Week 8: New corporate strategies

What constitutes effective corporate strategy in a world of regulatory and technological uncertainty? It seems odd, given the premise of our course, to see an article in 2015 in Harvard Business Review suggesting that firms need an innovation strategy. One might have assumed that this would be a standard part of doing business in the 21st century.  The article itself is interesting and well worth a read as it provides a useful ‘landscape map’ of different alternative models for innovation strategy, but the basic point made is that innovation needs to be linked up to corporate strategy, in much the same way in lecture 7 we argued for the need for firms to think more carefully about how to link their strategy to the regulatory environment to gain competitive advantage.
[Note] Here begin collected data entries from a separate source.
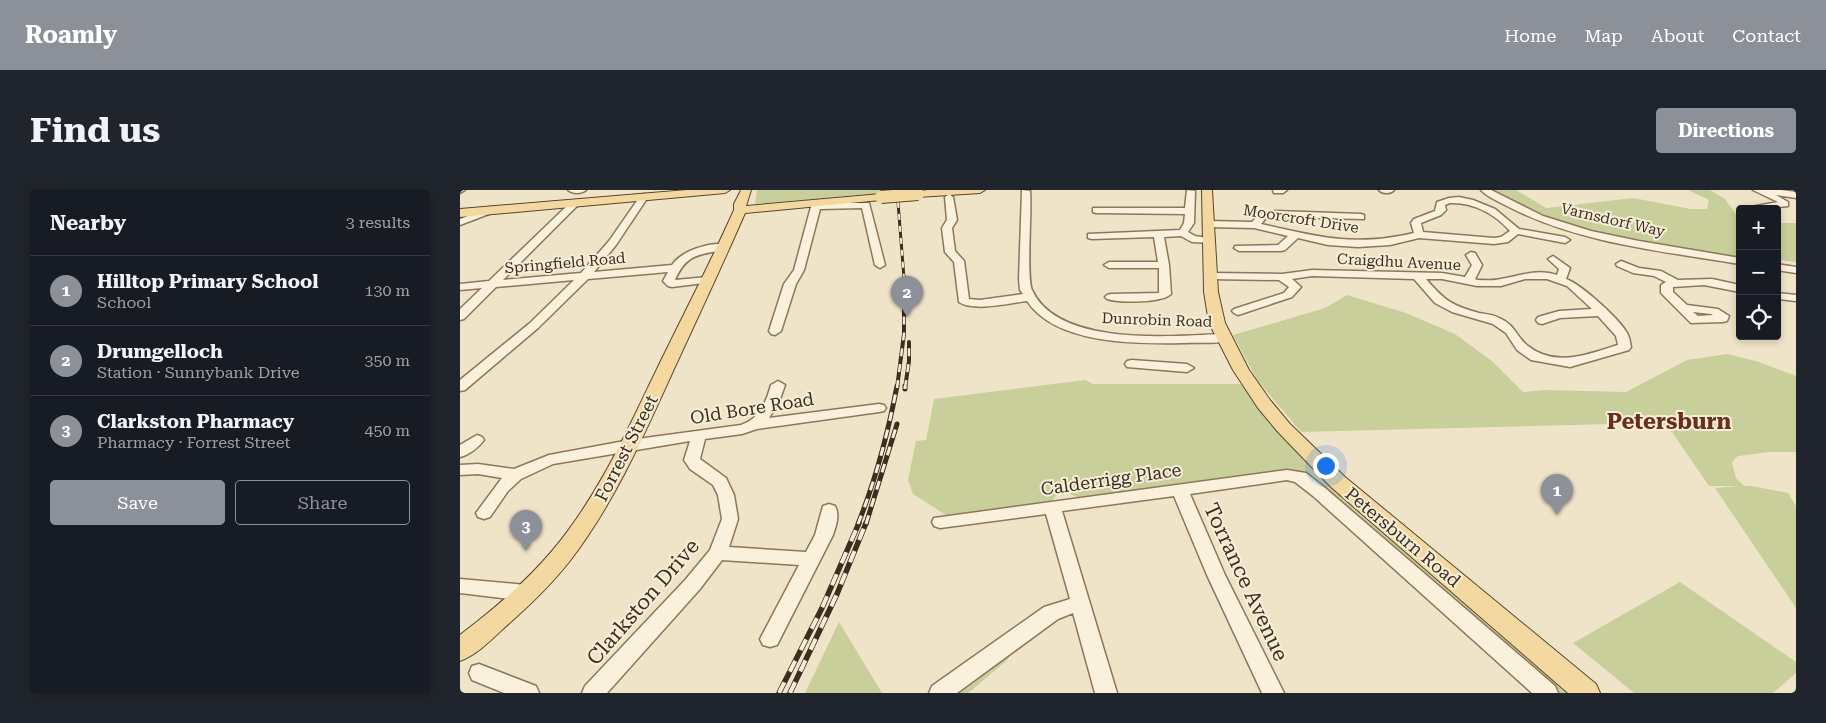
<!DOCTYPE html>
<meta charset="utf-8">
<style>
:root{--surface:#171b24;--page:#20242c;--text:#f1f3f6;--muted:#9ea1a6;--line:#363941;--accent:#8c9099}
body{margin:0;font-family:"Roboto Serif",serif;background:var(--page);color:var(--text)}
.controls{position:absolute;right:15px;top:15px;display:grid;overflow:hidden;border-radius:5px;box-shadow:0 2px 8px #0003}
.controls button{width:45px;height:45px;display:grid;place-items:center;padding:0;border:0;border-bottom:1px solid var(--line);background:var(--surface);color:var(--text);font:25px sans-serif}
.you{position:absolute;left:865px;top:275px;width:18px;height:18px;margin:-12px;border:4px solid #fff;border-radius:50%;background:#1a73e8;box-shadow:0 0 0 8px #1a73e833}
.badge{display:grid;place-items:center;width:32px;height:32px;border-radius:50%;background:var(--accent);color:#fff;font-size:16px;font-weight:700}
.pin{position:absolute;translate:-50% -41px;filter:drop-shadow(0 1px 2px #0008)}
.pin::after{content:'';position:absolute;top:26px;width:18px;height:15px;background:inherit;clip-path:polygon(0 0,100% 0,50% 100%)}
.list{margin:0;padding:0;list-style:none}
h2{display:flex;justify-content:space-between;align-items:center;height:65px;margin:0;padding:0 20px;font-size:21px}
h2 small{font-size:16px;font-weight:400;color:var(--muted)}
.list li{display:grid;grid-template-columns:32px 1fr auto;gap:15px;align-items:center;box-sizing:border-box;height:70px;padding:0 20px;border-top:1px solid var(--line)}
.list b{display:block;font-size:19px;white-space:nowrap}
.list p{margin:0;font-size:16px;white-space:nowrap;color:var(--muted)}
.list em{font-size:16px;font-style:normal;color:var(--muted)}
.actions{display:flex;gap:10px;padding:15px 20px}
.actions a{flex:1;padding:11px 0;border:1px solid var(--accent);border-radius:5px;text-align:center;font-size:18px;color:var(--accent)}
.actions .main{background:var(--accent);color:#fff}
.icon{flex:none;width:28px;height:28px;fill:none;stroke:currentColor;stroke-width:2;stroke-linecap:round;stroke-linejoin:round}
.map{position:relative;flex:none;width:1336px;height:503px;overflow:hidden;border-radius:5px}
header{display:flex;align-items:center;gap:30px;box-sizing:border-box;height:70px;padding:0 25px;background:var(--accent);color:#fff}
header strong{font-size:24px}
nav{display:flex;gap:28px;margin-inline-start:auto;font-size:18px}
.intro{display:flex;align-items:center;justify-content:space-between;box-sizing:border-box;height:120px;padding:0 30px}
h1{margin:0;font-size:35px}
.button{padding:12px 22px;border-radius:5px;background:var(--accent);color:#fff;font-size:18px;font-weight:700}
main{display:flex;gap:30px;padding:0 30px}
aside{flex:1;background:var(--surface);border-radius:5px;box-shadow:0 2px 8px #0003}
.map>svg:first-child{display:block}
.green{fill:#c9cf9b}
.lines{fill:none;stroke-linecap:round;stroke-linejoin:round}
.minor-casing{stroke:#8d765c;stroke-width:3}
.major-casing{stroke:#5b4430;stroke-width:2}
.minor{fill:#faf1dc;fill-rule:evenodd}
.major{fill:#f3d9a0;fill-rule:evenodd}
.rail-far3-casing{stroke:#3d2e20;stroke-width:3}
.rail-far2-casing{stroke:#3d2e20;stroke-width:4}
.rail-far1-casing{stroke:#3d2e20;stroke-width:5}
.rail-casing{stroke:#3d2e20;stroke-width:5.5}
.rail-far3{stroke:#f7eed8;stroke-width:2;stroke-dasharray:6;stroke-linecap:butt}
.rail-far2{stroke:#f7eed8;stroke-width:2.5;stroke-dasharray:8;stroke-linecap:butt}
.rail-far1{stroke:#f7eed8;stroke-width:3;stroke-dasharray:9;stroke-linecap:butt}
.rail{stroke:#f7eed8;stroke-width:4;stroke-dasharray:12;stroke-linecap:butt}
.major-bridge-casing{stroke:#5b4430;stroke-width:14;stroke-linecap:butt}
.major-bridge{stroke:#f3d9a0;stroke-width:12}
.labels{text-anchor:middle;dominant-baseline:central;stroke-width:4;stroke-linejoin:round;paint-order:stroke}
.far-street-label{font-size:15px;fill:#3d2e20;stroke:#f7eed8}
.street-label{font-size:18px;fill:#3d2e20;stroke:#f7eed8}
.near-street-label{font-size:21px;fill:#3d2e20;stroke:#f7eed8}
.district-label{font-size:22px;font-weight:bold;fill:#6b2e1e;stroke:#f7eed8}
</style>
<header>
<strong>Roamly</strong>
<nav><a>Home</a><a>Map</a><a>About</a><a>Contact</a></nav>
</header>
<div class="intro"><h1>Find us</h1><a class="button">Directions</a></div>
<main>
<aside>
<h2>Nearby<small>3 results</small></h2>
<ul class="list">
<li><span class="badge">1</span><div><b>Hilltop Primary School</b><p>School</p></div><em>130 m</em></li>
<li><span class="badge">2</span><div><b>Drumgelloch</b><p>Station · Sunnybank Drive</p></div><em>350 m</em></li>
<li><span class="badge">3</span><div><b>Clarkston Pharmacy</b><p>Pharmacy · Forrest Street</p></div><em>450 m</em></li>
</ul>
<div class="actions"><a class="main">Save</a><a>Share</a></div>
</aside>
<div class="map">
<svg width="1336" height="503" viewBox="0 0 1336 503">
<rect width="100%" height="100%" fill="#f0e4c8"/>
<path class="green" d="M297,0h136v2l-138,12z
M1034,0h22l30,18 87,-10 58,11h16l2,-9 -21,-10h22l15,9 15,21v38c-66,-11 -136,-18 -199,-42 -16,-7 -32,-17 -47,-26z
M1317,33h19v39l-19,-2z
M887,105l59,18 49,21 37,27 31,31 21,-2 82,2 61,-32 40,-6 29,7 40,15v76h-26l-32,4 -6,6 4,16 8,8h8l36,7 8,13v102l-81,-120 24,-2h-30l-37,-54 -26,-9 -345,9 -44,-52 -24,-45 92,-27z
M625,190l8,4h148l36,46 37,39 258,224h-17l-254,-219 -220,25 -11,-5 -3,-13 -13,3 2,12 -6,7 -101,14 -36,-23 -5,-14 8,-39 10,-1 8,-41z
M1220,392l116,80v11l-23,20h-139l-61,-50z
M379,432l43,71h-77z
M551,465l-4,5 -36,31 -3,2h-10z"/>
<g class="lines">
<defs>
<path id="minor" d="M0,0h5l-5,3z
M108,0h18c-4,4 -14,4 -18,0z
M562,0l8,1c2,20 -4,86 2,99 26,57 139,46 191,44l4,1 2,3 -2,3c-13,3 -28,1 -42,2 -47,1 -129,2 -158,-42 -17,2 -53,11 -68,1l-5,-40 -9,-10 -3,-24 5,-8 -2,-23 4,-3 4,3 4,23 -5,8 3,23 9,10 5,38 11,1 43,-6 -3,-4 -1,-11z
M727,0l8,1 -1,32 -6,9 7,4 18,3v4l-21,-1 -11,-6 -17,1 5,28 2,29c-9,9 -51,9 -64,5l-2,-2 2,-2 4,-1 48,-1v-25h-50l-5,-3 5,-3h49l-4,-25 -62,2 -4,-1v-4l92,-4 4,-7 1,-9 -89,-1 -3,-1v-4h92z
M813,0h14l-4,3h-9z
M919,0h15c-3,4 -12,4 -15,0z
M1021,0h10l52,26 48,15 48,10 101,17v6c-79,-13 -162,-21 -233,-58 -9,-5 -20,-9 -26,-16z
M1293,0h28l15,2v6l-20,-3 12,7v4l-33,3 1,-3 22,-4z
M184,4l4,3 -32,48 -22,27 78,-7c9,-14 39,-24 56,-20v4c-27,6 -41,3 -53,31l33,-3 4,1 2,2 -2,2 -40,5 -4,-1 -5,-5 5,-9 -80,7 -50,49 -73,62 -5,1v-11l70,-57 44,-43 -78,7 -32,32 -4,1v-11l22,-21 -22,2v-6l29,-3 83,-80h6v4l-75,75 78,-7 28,-32 32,-46z
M999,7l14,3 22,9 24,20 46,8 5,3 -5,3 -47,-9 -10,8 -14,2 -75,-6 -29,7 -32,2 -30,-2 -30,-7 -13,12 -4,1h-42l-5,-3 1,-2 43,-1 10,-9 -34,-8 -46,-1 -5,-3 5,-3 44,1 8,-8 16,-3 85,3 3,1v4l-88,-2 -10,1 -5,6c57,13 94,23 153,9l-3,-10 3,-4 21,-8 2,-9 12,-4zM990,13c23,-1 45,11 60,28l-9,6 -7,1 -71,-6 -2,-9 20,-8 5,-5 -1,-5z
M357,10l5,3h47l16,62 -5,3 -5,-3 -13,-57 -42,1 -16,61 -8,14 -15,47 -6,4 -4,-1 -2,-3 15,-47 10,-14 18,-67z
M31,17l3,1v4l-34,13v-6z
M1011,62l4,1 7,12 -7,14 2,1c8,0 17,1 24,-1 19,-3 36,-11 56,-4l2,-6 -11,-10 5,-3 17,12 -4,11c15,5 56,42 62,56 2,4 2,8 3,12l-2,3 -59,17 -39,-7 -14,-10 -11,-17 -13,-9 -41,-12 -17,-9 -21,-24 -102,-3 -20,3 9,8 -9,10 -54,18 -4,-2 -2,-2 2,-2 50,-16 5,-6 -10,-7 -69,-1 -5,-3 5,-3 72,1 30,-4 130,3 23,4 7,-12 -6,-10zM966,89h16l35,7h24l24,-7h22l20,7 25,23 -33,2 -21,6 -2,3 2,3 4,1 18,-6 38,-2 18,20 2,9c-30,9 -62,23 -90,1 -11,-8 -13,-21 -27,-27 -6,-4 -15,-5 -22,-6 -28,-8 -34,-12 -53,-34z
M1161,71l18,7 22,3 17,9 34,-1 28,6v7l-36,-7 -31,2v5l14,13 31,4 11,7 -2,5 -4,1 -32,1 -30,-30v-8l5,-3 -12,-6 -21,-3 -16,-7 -1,-2zM1233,122l18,2 2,1 -15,1z
M1317,74l19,3v6l-19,-3z
M1317,103l19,2v6l-19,-2z
M672,170l55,4 7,4 -7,4 -60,-5 -2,-3 2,-3z
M318,191l7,4 -6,17 -10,16 110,-14 5,1 2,3 -2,3 -5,1 -122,17 -15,5 -37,5 -5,20 26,19 8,17 4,24 -9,28 77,5 9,-17 8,-29 6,-2 6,2c5,9 1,20 -2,29l-56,110 -7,2 -7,-2 -3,-6 39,-74 -77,-5 -22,29 -93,104h-25l3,-7 101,-107 24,-29 12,-31 -4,-24 -5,-10 -23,-16 -6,-9 6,-19 -137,23 -32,15 -13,12 -18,26 -6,2 -6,-2 -2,-4 26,-35 -24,-4 -18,1v-10l18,-1 36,5 35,-14 81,-15 111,-15c18,-6 25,-22 30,-40z
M17,245l5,2 2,3c-5,7 -15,15 -24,17v-12z
M827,280l19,3 19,15 230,198 3,7h-26l-219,-197 -18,-14 -8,-2 -97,14 35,81 59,118h-22l-55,-118 -33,-79 -112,15 55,182h-22l-22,-80 -15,6 -101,74h-28l3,-7 112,-79 26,-8 -24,-85 -106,14 -6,-2 -2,-4 2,-4z
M0,389l66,6 7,3 2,5 -2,5 -7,3 -66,-8z
M19,474l57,22 3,7h-35l-32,-13 -3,-7 3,-7z"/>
<path id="major" d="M227,0h43l-5,3 -265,24v-8z
M281,0h10l-5,16 135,-12 6,3 -6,3 -136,13c-23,53 -47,104 -71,156 -30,66 -60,135 -105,193 -19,24 -41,45 -64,65 -13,12 -28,28 -45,34v-26c33,-25 65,-52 92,-84 45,-53 74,-118 104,-180 26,-54 54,-107 78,-161v-6z
M468,0h57l-5,3 -62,4 -6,-3 2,-2z
M742,0h10l6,102 7,31 24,47 21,30 20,24 55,53 251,207 4,9h-32l-237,-206 -53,-55 -20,-24 -25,-38 -24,-47 -5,-31z"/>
</defs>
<use href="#minor" class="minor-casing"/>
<use href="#major" class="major-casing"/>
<use href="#minor" class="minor"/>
<use href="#major" class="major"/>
<defs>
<path id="rail-far3" d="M437,0l7,88"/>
<path id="rail-far2" d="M437,198l7,-54v-57
M445,198l4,-27v-19"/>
<path id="rail-far1" d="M445,199v-3
M398,334c18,-45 30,-91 39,-138
M406,334l31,-100"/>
<path id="rail" d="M319,503l43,-85 37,-85
M330,503l47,-99 29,-71"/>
</defs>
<use href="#rail-far3" class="rail-far3-casing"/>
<use href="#rail-far2" class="rail-far2-casing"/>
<use href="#rail-far1" class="rail-far1-casing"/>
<use href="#rail" class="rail-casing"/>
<use href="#rail-far3" class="rail-far3"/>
<use href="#rail-far2" class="rail-far2"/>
<use href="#rail-far1" class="rail-far1"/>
<use href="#rail" class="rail"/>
<defs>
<path id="major-bridge" d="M421,7l37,-3"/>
</defs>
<use href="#major-bridge" class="major-bridge-casing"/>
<use href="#major-bridge" class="major-bridge"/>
</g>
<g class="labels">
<g class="far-street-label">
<text transform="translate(841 29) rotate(9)">Moorcroft Drive</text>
<text transform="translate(1153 30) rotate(13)">Varnsdorf Way</text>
<text transform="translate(939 72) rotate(3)">Craigdhu Avenue</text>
<text transform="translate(105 73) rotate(-5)">Springfield Road</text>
<text transform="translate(697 130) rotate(2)">Dunrobin Road</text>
</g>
<g class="street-label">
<text transform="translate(292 218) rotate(-9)">Old Bore Road</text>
<text transform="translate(166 258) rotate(-63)">Forrest Street</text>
<text transform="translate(651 289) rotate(-8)">Calderrigg Place</text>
<text transform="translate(943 347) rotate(40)">Petersburn Road</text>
</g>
<g class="near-street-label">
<text transform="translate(786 392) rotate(65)">Torrance Avenue</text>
<text transform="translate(183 412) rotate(-49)">Clarkston Drive</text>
</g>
<g class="district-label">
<text x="1209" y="231">Petersburn</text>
</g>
</g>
</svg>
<div class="controls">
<button>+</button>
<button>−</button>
<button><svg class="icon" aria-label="locate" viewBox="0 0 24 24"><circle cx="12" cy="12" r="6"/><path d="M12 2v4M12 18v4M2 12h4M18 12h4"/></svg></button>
</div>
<div class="you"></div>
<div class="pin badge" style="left:1097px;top:325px">1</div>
<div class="pin badge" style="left:447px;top:127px">2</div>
<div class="pin badge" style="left:66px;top:361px">3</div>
</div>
</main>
Innovation is not just about coming up with better technological gizmos, since if that was the case then the world leading labs at XeroxIBM and Bell Labs from the 1950s into the 1970s should have led these firms strongly into the last quarter of the twentieth century.  Instead, the focus on technologies narrowly defined can lead firms into a dead end as systems and platforms shift over time. Microsoft successfully turned itself into a quasi-monopoly for two decades with a focus not on better technology but on securing market power, but it too has faded somewhat as many of its previous advantages have disappeared. Google and Apple are the latest success stories sitting on vast wealth with seemingly little obvious strategy on how to spend hundreds of billions (as an entertaining aside, see Malcolm Gladwell on the links between Xerox PARC and Apple).

As Daniel Kahneman points out, perhaps the biggest problem is that the strategies applied and the decision-making processes don’t seem to scale up with the stakes involved.

As a final exercise, hopefully you can use this last blog to reflect on whether regulatory or innovation strategies offer greater potential in your (favourite) sector.  If you want to be more specific, pick a firm (or organisation) of interest to you and provide your views on what strategies you would recommend over a ten-year time horizon.